For HLA, we recommend using the genomic FASTA files from the public IMGT
database (ftp://ftp.ebi.ac.uk/pub/databases/ipd/imgt/hla/fasta/),
which is both the most comprehensive public database of HLA alleles,
.For our purposes, we wish to cover the core MHC Class I and II genes,
so we use the following files: A_gen.fasta, B_gen.fasta, C_gen.fasta, DPA1_gen.fasta, DPB1_gen.fasta, DPB2_gen.fasta, DQA1_gen.fasta, DQB1_gen.fasta, DRB1_gen.fasta, DRB345_gen.fasta
- Concatenate FASTA files from different targets of interest
The final selection of sequences must be uploaded to SMRT-link or passed
to pbaa
as a single FASTA file. In addition, it's usually more
efficient to filter all of the sequences at once, for the most
aggressive possible filtering.
$ cat *_gen.fasta > combined.fasta
$ grep '>' combined.fasta | head
>HLA:HLA00001 A*01:01:01:01 3503 bp
>HLA:HLA02169 A*01:01:01:02N 3291 bp
>HLA:HLA14798 A*01:01:01:03 3503 bp
>HLA:HLA15760 A*01:01:01:04 3087 bp
>HLA:HLA16415 A*01:01:01:05 3321 bp
>HLA:HLA16417 A*01:01:01:06 3097 bp
>HLA:HLA16436 A*01:01:01:07 3321 bp
>HLA:HLA16651 A*01:01:01:08 3121 bp
>HLA:HLA16652 A*01:01:01:09 3340 bp
>HLA:HLA16653 A*01:01:01:10 3121 bp
- Filter out highly similar guide sequences
Most comprehensive sequence databases, like IMGT, contain many highly
similar alleles that differ by only a few nucleotides.
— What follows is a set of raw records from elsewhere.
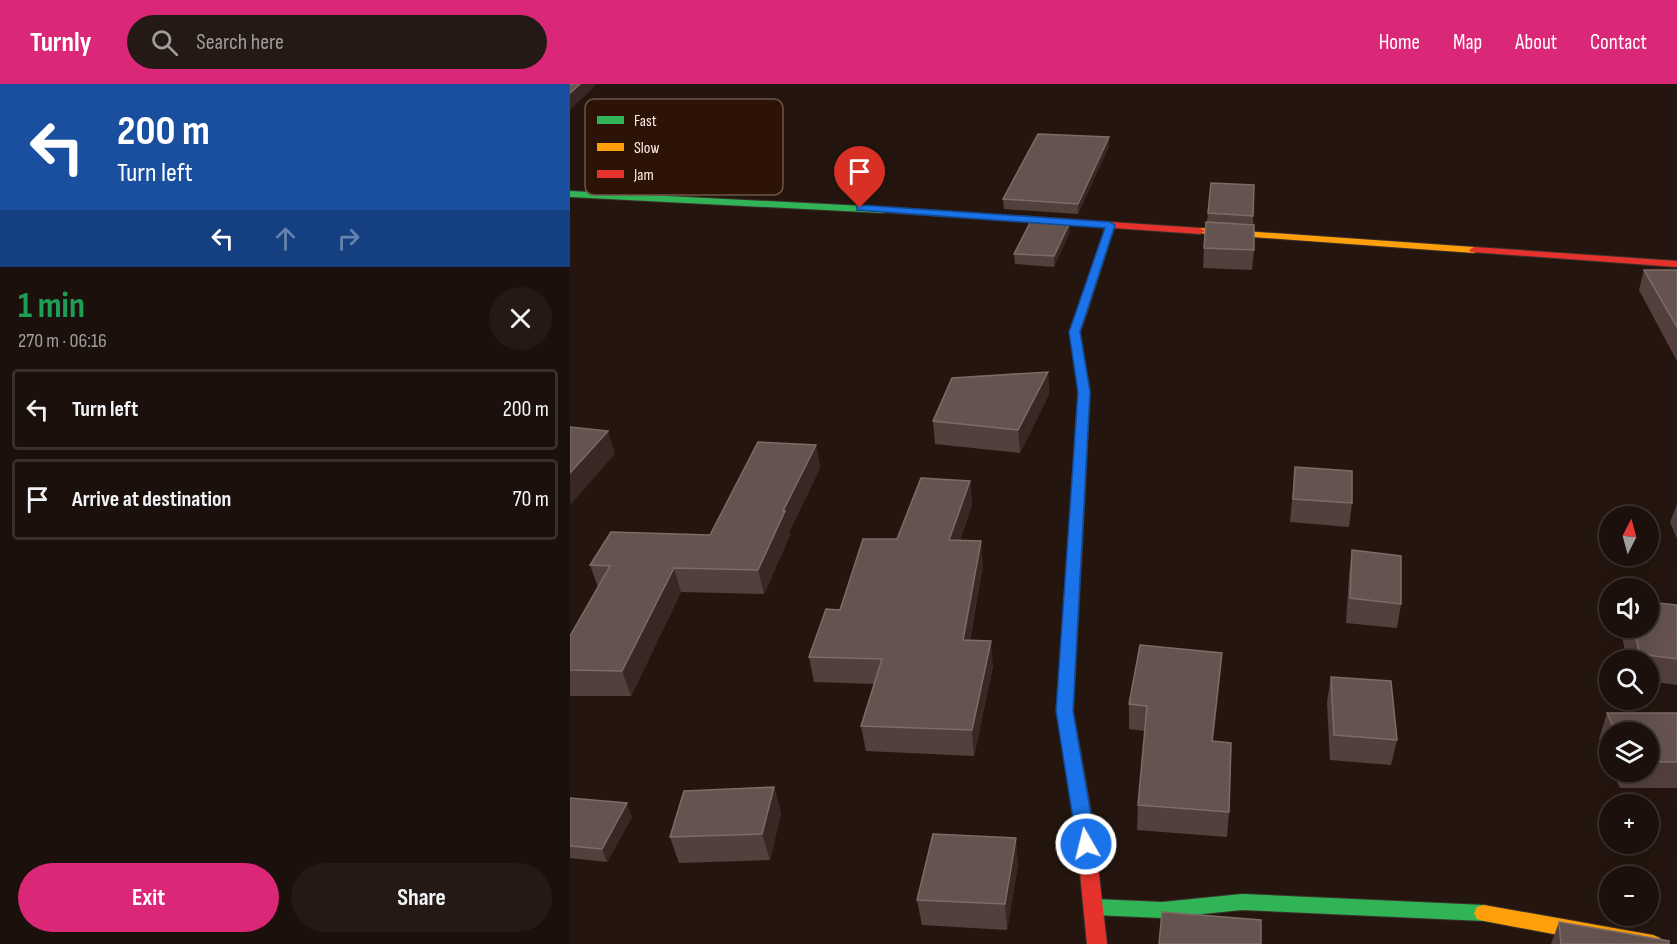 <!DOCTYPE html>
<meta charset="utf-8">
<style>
body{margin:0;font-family:"Sofia Sans Condensed",sans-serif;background:#241914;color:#f1f3f6;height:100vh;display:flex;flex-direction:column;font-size:22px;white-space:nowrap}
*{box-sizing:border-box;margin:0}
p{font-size:20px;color:#a09d9d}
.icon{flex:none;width:33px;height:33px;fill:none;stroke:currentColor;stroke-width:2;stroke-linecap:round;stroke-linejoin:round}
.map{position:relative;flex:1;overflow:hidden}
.drawer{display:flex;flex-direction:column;background:#1b100b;width:570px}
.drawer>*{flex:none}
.banner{background:#1a4fa0;color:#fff;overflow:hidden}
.needle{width:39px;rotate:6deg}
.controls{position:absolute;left:1029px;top:422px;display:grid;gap:12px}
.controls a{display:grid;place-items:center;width:60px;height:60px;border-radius:50%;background:#1b100b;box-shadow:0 6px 24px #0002,0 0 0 2px #39302c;font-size:30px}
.pin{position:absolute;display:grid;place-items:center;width:51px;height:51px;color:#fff;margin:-62px -26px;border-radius:50% 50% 50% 0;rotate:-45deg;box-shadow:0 0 6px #0007}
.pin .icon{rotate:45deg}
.me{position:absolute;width:66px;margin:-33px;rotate:352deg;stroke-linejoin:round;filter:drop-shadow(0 0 4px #0008)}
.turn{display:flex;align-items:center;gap:21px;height:126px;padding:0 18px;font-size:27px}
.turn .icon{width:78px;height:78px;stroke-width:2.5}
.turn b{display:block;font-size:42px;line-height:51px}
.lanes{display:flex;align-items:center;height:57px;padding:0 18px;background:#0003;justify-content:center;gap:30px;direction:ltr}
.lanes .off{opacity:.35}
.round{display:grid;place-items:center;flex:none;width:63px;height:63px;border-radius:32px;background:#241914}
.overview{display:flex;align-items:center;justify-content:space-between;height:102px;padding:0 18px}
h1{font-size:36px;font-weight:700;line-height:45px;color:#1e9e55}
.primary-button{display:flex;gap:12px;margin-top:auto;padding:12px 18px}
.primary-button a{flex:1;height:69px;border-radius:36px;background:#db2777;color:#fff;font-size:24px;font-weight:700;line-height:69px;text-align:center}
.primary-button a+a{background:#241914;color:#f1f3f6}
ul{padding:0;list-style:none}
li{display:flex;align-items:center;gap:18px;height:81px;margin:0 12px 9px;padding:0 6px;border:3px solid #39302c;border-radius:6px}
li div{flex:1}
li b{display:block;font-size:22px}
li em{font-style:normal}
header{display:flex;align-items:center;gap:36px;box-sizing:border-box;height:84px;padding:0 30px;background:#db2777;color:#fff}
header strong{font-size:28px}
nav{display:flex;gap:33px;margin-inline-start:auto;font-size:21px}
.search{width:420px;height:54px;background:#241914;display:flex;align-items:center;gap:15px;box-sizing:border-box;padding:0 21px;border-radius:33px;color:#a09d9d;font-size:22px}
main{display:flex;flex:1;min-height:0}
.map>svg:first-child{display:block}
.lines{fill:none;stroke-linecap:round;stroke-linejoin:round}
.fast-casing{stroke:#3d322d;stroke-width:2}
.slow-casing{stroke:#3d322d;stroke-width:2}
.jam-casing{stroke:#3d322d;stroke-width:2}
.fast{fill:#30b455;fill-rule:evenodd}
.slow{fill:#ff9f0a;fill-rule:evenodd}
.jam{fill:#e5322d;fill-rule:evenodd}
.wall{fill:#52403d}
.shaded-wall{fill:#382723}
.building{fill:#64534f;stroke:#7c6b67;stroke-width:1.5}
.route{fill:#1a73e8;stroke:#114b97;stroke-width:1.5}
.key{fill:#2d1306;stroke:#6c554a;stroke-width:1.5}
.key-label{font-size:16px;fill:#feeee7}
</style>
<header>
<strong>Turnly</strong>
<div class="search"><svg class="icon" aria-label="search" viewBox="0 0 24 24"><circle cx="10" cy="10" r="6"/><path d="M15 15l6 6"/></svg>Search here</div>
<nav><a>Home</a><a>Map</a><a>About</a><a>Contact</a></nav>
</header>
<main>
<section class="drawer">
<div class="banner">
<div class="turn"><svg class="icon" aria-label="left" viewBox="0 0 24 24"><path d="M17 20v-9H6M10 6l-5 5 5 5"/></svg><div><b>200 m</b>Turn left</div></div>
<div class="lanes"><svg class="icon" aria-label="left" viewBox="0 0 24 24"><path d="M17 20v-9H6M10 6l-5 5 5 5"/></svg><svg class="icon off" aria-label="ahead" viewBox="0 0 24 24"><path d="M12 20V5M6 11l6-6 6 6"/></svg><svg class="icon off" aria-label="right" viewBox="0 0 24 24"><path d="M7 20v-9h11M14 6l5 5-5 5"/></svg></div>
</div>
<div class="overview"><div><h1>1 min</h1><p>270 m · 06:16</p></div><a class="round"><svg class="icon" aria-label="close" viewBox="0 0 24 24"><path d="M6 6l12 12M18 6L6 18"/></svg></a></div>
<ul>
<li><svg class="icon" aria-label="left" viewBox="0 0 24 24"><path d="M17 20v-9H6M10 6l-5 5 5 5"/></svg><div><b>Turn left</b></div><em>200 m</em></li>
<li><svg class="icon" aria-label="arrive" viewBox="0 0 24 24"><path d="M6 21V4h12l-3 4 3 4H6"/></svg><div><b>Arrive at destination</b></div><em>70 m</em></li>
</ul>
<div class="primary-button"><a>Exit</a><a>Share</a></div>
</section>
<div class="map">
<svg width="1107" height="860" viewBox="0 0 1107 860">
<rect width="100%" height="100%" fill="#24160f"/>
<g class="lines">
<!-- fast casing -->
<g class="fast-casing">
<g id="fast">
<path d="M0,107L314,123L318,126L314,129L0,113Z"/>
<path d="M537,139L545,141L517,228L516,230H508L507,228Z"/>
<path d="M672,810L914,821L921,823L924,829L921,835L914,837L672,826L592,834L524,831L517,829L514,823L517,817L524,815L592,818Z"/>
</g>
</g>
<!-- slow casing -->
<g class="slow-casing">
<g id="slow">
<path d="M630,144L904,163L909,166L904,169L627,149L625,147Z"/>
<path d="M512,225L517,228L510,248L520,308L512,463L505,467L498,463L508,308L500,248L507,228Z"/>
<path d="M914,821L1083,851L1090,854L1093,860H1036L914,837L907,835L904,829L907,823Z"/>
</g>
</g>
<!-- jam casing -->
<g class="jam-casing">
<g id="jam">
<path d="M314,123L630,144L635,147L630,150L311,128L310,126Z"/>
<path d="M904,163L1107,177V183L901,168L899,166Z"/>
<path d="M505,459L512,463L503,627L523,739L537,860H517L505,739L487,627L498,463Z"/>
</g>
</g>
<!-- fast -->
<use href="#fast" class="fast"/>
<!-- slow -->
<use href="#slow" class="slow"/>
<!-- jam -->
<use href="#jam" class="jam"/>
</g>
<!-- wall -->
<g class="wall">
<path d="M539,53V62L508,130L434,125L433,115Z"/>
<path d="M638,129L683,132L684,166L682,186L633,184L634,164Z"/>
<path d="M500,138V147L484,183L445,180L444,170Z"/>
<path d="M1074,186H1107V277L1069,206Z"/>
<path d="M478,288L479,310L450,369L365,360L363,337Z"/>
<path d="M246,361L250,384L219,448L220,451L194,510L111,508L61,612H0V552L28,503L20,481L140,451Z"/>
<path d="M725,383L782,419L779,443L720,438Z"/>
<path d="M400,397L402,421L390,456L413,481L400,556L423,582L404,672L296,667L291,642L304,600L244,598L239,573L270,526L327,455Z"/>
<path d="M1107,420V455L1100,438Z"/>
<path d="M782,466L831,520L827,544L776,539L779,491Z"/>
<path d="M1107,521V601L1078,597V576H1057L1050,543H1078Z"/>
<path d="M652,569L650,594L643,658L659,728L657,753L567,746L568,721L575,647L559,645V620Z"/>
<path d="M761,593L827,656L821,681L760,676L757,618Z"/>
<path d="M1037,629H1107V704H1050L1042,687H1078V648H1040V680L1029,655Z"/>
<path d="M204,703L211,729L200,776L109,779L100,753Z"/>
<path d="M0,714L62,733L37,778L0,774Z"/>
<path d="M448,780L437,846L352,841L347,816Z"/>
<path d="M989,838L1099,860H981Z"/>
</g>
<!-- shaded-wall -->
<g class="shaded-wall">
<path d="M10,0H27L0,26V9Z"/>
<path d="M539,53V62L508,130V120Z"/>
<path d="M500,138V147L484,183V172Z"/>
<path d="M478,288L479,310L450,369L448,346Z"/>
<path d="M38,347L45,370L0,421V389Z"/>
<path d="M246,361L250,384L219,448L220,451L194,510L188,486L213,427Z"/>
<path d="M400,397L402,421L382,480L379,456Z"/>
<path d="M411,457L413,481L395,581L393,556Z"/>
<path d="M104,484L111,508L61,612L52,587Z"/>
<path d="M421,557L423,582L404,672L402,646Z"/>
<path d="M652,569L650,594L640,683L642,657Z"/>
<path d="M204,703L211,729L200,776L192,750Z"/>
<path d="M57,719L62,733L37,778L32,765Z"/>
<path d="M446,754L448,780L437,846L435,820Z"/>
</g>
<!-- building -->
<g class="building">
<path d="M0,0H10L0,9Z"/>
<path d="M468,50L539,53L508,120L433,115Z"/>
<path d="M641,99L684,101L683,132L638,129Z"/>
<path d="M462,135L500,138L484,172L444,170Z"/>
<path d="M636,138L684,141V166L634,164Z"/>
<path d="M1074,186H1107V243Z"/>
<path d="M478,288L448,346L363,337L382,294Z"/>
<path d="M0,343L38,347L0,389Z"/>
<path d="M188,358L246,361L213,427H215L188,486L104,484L52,587L0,586V552L40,482L20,481L41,448L140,451Z"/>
<path d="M725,383L782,387V419L723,415Z"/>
<path d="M351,394L400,397L379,456L411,457L393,556L421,557L402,646L291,642L312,575L239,573L256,525L270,526L293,455H327Z"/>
<path d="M782,466L831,472V520L780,514Z"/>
<path d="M1078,518L1107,521V575L1070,570L1063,543H1078Z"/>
<path d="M570,561L652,569L642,657L661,659L659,728L568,721L577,622L559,620Z"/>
<path d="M761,593L821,597L827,656L764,651Z"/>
<path d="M1037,629H1107V678H1078V648H1046Z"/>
<path d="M204,703L192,750L100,753L114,707Z"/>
<path d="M0,714L57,719L32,765L0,762Z"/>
<path d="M363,750L446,754L435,820L347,816Z"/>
<path d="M592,828L691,836V860H589Z"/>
<path d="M989,838L1099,857V860H991Z"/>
</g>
<!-- route -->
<path class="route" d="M290,121L540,138L545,141L510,248L520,308L503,627L526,760L523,765L516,768L510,765L507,760L486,627L508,308L499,248L535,144L287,126V122Z"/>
<!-- legend -->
<rect x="15" y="15" width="198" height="96" rx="9" class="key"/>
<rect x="27" y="32" width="27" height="8" fill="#30b455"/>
<rect x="27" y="59" width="27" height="8" fill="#ff9f0a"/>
<rect x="27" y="86" width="27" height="8" fill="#e5322d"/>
<g class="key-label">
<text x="64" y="42">Fast</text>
<text x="64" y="69">Slow</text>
<text x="64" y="96">Jam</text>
</g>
</svg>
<div class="controls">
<a><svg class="needle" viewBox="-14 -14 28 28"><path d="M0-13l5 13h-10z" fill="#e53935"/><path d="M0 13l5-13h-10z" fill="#a09d9d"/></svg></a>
<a><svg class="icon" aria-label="sound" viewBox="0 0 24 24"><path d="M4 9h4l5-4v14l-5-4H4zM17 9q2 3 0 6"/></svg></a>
<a><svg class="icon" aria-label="search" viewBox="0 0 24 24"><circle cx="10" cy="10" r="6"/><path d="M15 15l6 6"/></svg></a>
<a><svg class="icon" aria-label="layers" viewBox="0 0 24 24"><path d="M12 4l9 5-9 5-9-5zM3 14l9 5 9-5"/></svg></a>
<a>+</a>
<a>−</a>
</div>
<div class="pin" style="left:290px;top:124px;background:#d93025"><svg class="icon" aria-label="arrive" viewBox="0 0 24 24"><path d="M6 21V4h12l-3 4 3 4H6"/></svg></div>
<svg class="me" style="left:516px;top:760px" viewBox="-20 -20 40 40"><circle r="17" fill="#1a73e8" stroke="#fff" stroke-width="3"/><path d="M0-11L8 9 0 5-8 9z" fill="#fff"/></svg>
</div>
</main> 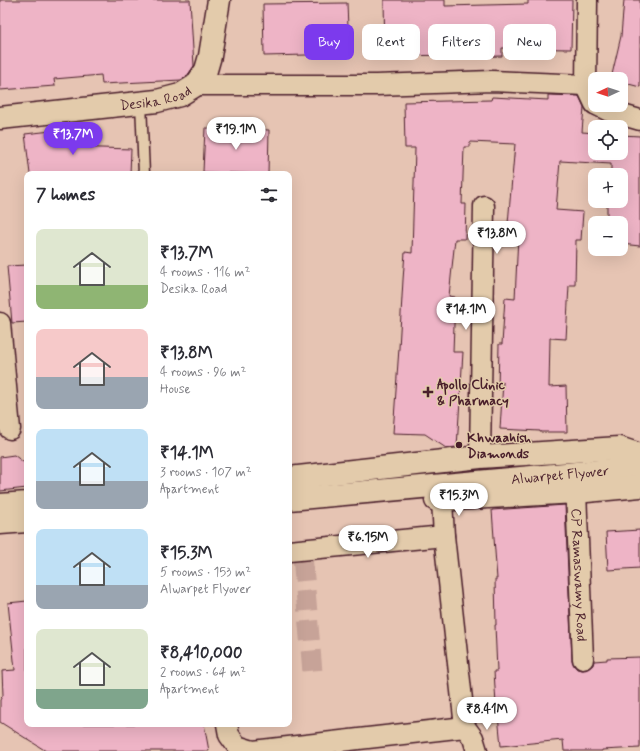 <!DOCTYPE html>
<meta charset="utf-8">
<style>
:root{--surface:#fff;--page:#f7f7f7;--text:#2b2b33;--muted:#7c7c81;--accent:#7c3aed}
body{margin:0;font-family:Mynerve,sans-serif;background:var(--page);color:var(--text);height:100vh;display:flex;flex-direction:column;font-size:15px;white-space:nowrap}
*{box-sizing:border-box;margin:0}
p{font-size:13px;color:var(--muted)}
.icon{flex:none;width:22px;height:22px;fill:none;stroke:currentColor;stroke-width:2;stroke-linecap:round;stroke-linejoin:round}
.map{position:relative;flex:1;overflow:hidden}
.side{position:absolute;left:24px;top:171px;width:268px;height:556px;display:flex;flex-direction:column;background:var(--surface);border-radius:8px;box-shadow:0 4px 16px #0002}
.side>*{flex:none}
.hud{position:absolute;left:304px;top:24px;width:276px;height:36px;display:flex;gap:8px}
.needle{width:26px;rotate:267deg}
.tools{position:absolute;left:588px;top:72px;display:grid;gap:8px}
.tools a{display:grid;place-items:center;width:40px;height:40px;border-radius:8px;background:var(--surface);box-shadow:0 4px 16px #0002;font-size:20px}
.price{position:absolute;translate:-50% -34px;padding:0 9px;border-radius:14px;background:#fff;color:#222;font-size:13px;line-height:26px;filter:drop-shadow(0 1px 2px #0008)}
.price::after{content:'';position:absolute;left:50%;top:24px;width:12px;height:9px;margin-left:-6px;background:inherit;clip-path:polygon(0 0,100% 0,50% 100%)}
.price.current{background:var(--accent);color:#fff}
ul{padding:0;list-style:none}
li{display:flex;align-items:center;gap:12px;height:100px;padding:0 12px}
li span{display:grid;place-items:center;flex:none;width:112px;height:80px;border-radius:8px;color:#555}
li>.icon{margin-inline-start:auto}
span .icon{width:48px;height:48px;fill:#fffc;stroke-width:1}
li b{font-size:17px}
h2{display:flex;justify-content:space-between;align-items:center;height:48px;padding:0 12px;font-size:17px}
.chip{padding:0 14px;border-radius:8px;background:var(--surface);box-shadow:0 4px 16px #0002;font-size:14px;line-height:36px}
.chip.current{background:var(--accent);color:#fff}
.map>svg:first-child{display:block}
.building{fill:#eeb4c6;stroke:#4a1f2b}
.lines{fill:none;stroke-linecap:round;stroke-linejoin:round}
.street-tunnel{stroke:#c7a398;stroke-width:20;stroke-dasharray:20 10;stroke-linecap:butt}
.lane-casing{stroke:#4a1f2b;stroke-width:13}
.street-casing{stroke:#4a1f2b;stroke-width:23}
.secondary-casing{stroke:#4a1f2b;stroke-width:25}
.lane{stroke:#e3cbab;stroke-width:10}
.street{stroke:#e3cbab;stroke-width:20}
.secondary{stroke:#e3cbab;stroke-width:22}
.poi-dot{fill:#4a1f2b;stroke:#e3cbab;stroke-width:1.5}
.labels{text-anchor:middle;stroke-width:3;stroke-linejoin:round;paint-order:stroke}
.street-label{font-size:14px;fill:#4a1f2b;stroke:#e3cbab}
.poi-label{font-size:14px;font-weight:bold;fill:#4a1f2b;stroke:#e3cbab;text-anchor:start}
</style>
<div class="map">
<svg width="640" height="751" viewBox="0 0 640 751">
<rect width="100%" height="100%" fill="#e6c4b3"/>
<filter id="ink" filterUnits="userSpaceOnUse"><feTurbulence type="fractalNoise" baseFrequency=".025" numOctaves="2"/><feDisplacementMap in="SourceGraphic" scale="8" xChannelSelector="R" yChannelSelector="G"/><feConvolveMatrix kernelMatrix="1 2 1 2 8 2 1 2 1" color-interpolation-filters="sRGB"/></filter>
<g filter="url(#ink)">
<path class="building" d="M0,0H190L194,66L187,76L181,80L102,84L101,75L54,79L55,86L0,90Z
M384,0H445V6L528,4V0H572L571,49L502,48V56L460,57V55L385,56Z
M624,0H640V87L621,82V79H611L621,36Z
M347,3L349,54L264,56L263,4Z
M548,95L579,96L584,107L582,132L595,133V153H621V135L640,136V246L621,244V223H607V201H621V175H611V164L560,161L556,210L583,212L581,240H576L575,285H569L566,339L550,338L549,387L566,386L567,432H540V431L500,429L503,382L498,390L499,344H502L505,298L515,299L518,236L507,235L515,144L470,142V147H464L462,204H466L465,239H455L449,296L455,297L453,352H463L457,447L446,448L425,434L393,433L399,348L403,280L405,252L412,253L415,148H405L404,102L491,100L492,97L548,100Z
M205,128L269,130L268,174L203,172Z
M69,129L71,147L131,149L130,174H30L25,134Z
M27,265V322L12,323L7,266Z
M14,455L27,465V488L0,491V457Z
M565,505L572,660L574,665L577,669L583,670L589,668L593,665L594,661L607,660V658L640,657V748L602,750V751H564L563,740L501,746L497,705H496L494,671H497L495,625H496L495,579H497L492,510Z
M640,530V568L608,570L606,532Z
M27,601V724H204L209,751H46L0,722V700L3,695L2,671L15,670L8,603Z"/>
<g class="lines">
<path class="street-tunnel" d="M303,561L313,678"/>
<defs>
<path id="lane" d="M141,103L144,174"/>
<g id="street">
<path d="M587,0L586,85L595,104"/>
<path d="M196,85H376L492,81L586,85"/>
<path d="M597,105L609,111L640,120"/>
<path d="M0,323L10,429"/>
<path d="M480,457L484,206"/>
<path id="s1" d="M576,492L583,659"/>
<path d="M442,500L444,536L465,727L473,738L477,751"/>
<path d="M289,551L444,536"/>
<path d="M227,724L229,735L237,746L253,751L465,727"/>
</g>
<g id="secondary">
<path id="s2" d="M0,118L157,101L180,95L196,85L206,70L210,56L219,0"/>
<path d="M289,478L480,457L619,448L640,455"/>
<path id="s3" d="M289,499L621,469L640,465"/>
<path d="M436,500L576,492L640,486"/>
<path d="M0,505L27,503"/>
<path d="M0,523L27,521"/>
</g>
</defs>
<use href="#lane" class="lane-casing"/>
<use href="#street" class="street-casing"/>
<use href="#secondary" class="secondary-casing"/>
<use href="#lane" class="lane"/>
<use href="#street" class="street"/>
<use href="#secondary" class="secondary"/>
</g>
</g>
<g class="poi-dot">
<path d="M426 386h4v4h4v4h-4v4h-4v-4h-4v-4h4z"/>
<circle cx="459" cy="445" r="4"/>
</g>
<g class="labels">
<g class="street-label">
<text dy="5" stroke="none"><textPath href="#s2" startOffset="157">Desika Road</textPath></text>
<text dy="5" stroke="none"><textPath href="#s3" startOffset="272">Alwarpet Flyover</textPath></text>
<text dy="5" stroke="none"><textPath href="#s1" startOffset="83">CP Ramaswamy Road</textPath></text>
</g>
<g class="poi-label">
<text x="437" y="389">Apollo Clinic<tspan x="437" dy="16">&amp; Pharmacy</tspan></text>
<text x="467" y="442">Khwaahish<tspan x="467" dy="16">Diamonds</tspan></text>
</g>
</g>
</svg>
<div class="tools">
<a><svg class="needle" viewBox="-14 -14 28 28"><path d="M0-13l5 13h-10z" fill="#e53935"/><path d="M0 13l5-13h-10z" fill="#7c7c81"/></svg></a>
<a><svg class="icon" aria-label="locate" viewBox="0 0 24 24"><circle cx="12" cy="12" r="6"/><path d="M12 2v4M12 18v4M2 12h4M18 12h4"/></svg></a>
<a>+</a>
<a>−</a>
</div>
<b class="price" style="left:236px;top:151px">₹19.1M</b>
<b class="price current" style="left:73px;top:156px">₹13.7M</b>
<b class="price" style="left:497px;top:255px">₹13.8M</b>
<b class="price" style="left:466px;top:331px">₹14.1M</b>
<b class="price" style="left:459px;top:517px">₹15.3M</b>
<b class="price" style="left:368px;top:559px">₹6.15M</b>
<b class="price" style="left:487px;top:731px">₹8.41M</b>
<div class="hud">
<a class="chip current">Buy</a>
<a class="chip">Rent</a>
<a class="chip">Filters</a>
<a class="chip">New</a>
</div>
<section class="side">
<h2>7 homes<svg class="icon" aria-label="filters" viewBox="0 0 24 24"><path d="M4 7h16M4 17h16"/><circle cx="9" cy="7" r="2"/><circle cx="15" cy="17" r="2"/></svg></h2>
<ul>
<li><span style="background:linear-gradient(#dfe7d0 70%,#8fb573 0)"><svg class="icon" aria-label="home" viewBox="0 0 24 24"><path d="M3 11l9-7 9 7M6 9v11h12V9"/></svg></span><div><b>₹13.7M</b><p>4 rooms · 116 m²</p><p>Desika Road</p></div></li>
<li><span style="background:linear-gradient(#f6c9c9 60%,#9aa5b1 0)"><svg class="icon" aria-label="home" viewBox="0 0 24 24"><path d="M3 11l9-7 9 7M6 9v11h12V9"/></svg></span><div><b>₹13.8M</b><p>4 rooms · 96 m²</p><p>House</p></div></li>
<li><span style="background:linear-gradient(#bfe0f5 65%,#9aa5b1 0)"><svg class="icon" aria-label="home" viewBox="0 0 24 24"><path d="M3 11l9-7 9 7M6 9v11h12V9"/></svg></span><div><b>₹14.1M</b><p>3 rooms · 107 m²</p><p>Apartment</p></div></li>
<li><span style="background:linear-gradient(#bfe0f5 70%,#9aa5b1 0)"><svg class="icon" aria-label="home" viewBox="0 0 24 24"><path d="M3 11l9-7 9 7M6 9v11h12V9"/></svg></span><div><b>₹15.3M</b><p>5 rooms · 153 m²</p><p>Alwarpet Flyover</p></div></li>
<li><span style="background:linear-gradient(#dfe7d0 75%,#7fa58c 0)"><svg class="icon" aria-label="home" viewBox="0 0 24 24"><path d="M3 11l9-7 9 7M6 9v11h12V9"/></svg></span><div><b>₹8,410,000</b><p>2 rooms · 64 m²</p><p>Apartment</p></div></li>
</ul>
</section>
</div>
However even
sequence differences of >5% are often unnecessary for correctly
clustering most data with pbaa
, but can substantially slow down the
clustering process. We therefore recommend filtering out the most
similar sequences from the reference guide to speed up the clustering
process. We suggest using cd-hit-est from the CD-HIT suite of tools
(https://github.com/weizhongli/cdhit/wiki/3.-User's-Guide) to filter
the combined FASTA file down to a subset of representative sequences of
approximately ~90-95% similarity.
$ cd-hit-est -c 0.9 -i combined.fasta -o filtered.fasta
- Add cluster group designations to each remaining sequence
Once filtered there will still often be multiple sequences from the same
loci in the cluster guide, particularly highly diverse loci like MHC
Class I. We want some way to designate that certain sequences belong
together -- that they represent the same underlying gene -- so that pbaa
doesn't create duplicate results. The FASTA format specification
requires that each sequence id in a file be unique, so instead we place
the name of the locus for each sequence in the cluster guide FASTA at
the end of it's header, which pbaa
will use if available.
$ sed -E 's/>([^:]*):([^ ]*) ([^\*])(.*)/>\2 \3\4|\1-\3/;s/[*: ]/_/g' filtered.fasta > guides.fasta
$ grep '>' guides.fasta | head
>HLA00001_A_01_01_01_01_3503_bp|HLA-A
>HLA02169_A_01_01_01_02N_3291_bp|HLA-A
>HLA14798_A_01_01_01_03_3503_bp|HLA-A
>HLA15760_A_01_01_01_04_3087_bp|HLA-A
>HLA16415_A_01_01_01_05_3321_bp|HLA-A
>HLA16417_A_01_01_01_06_3097_bp|HLA-A
>HLA16436_A_01_01_01_07_3321_bp|HLA-A
>HLA16651_A_01_01_01_08_3121_bp|HLA-A
>HLA16652_A_01_01_01_09_3340_bp|HLA-A
>HLA16653_A_01_01_01_10_3121_bp|HLA-A
- Upload the final cluster-guide FASTA to SMRTLink
Please see the section on "Adding Reference Guides" in the documentation for Long Amplicon Analysis with Guided Clustering.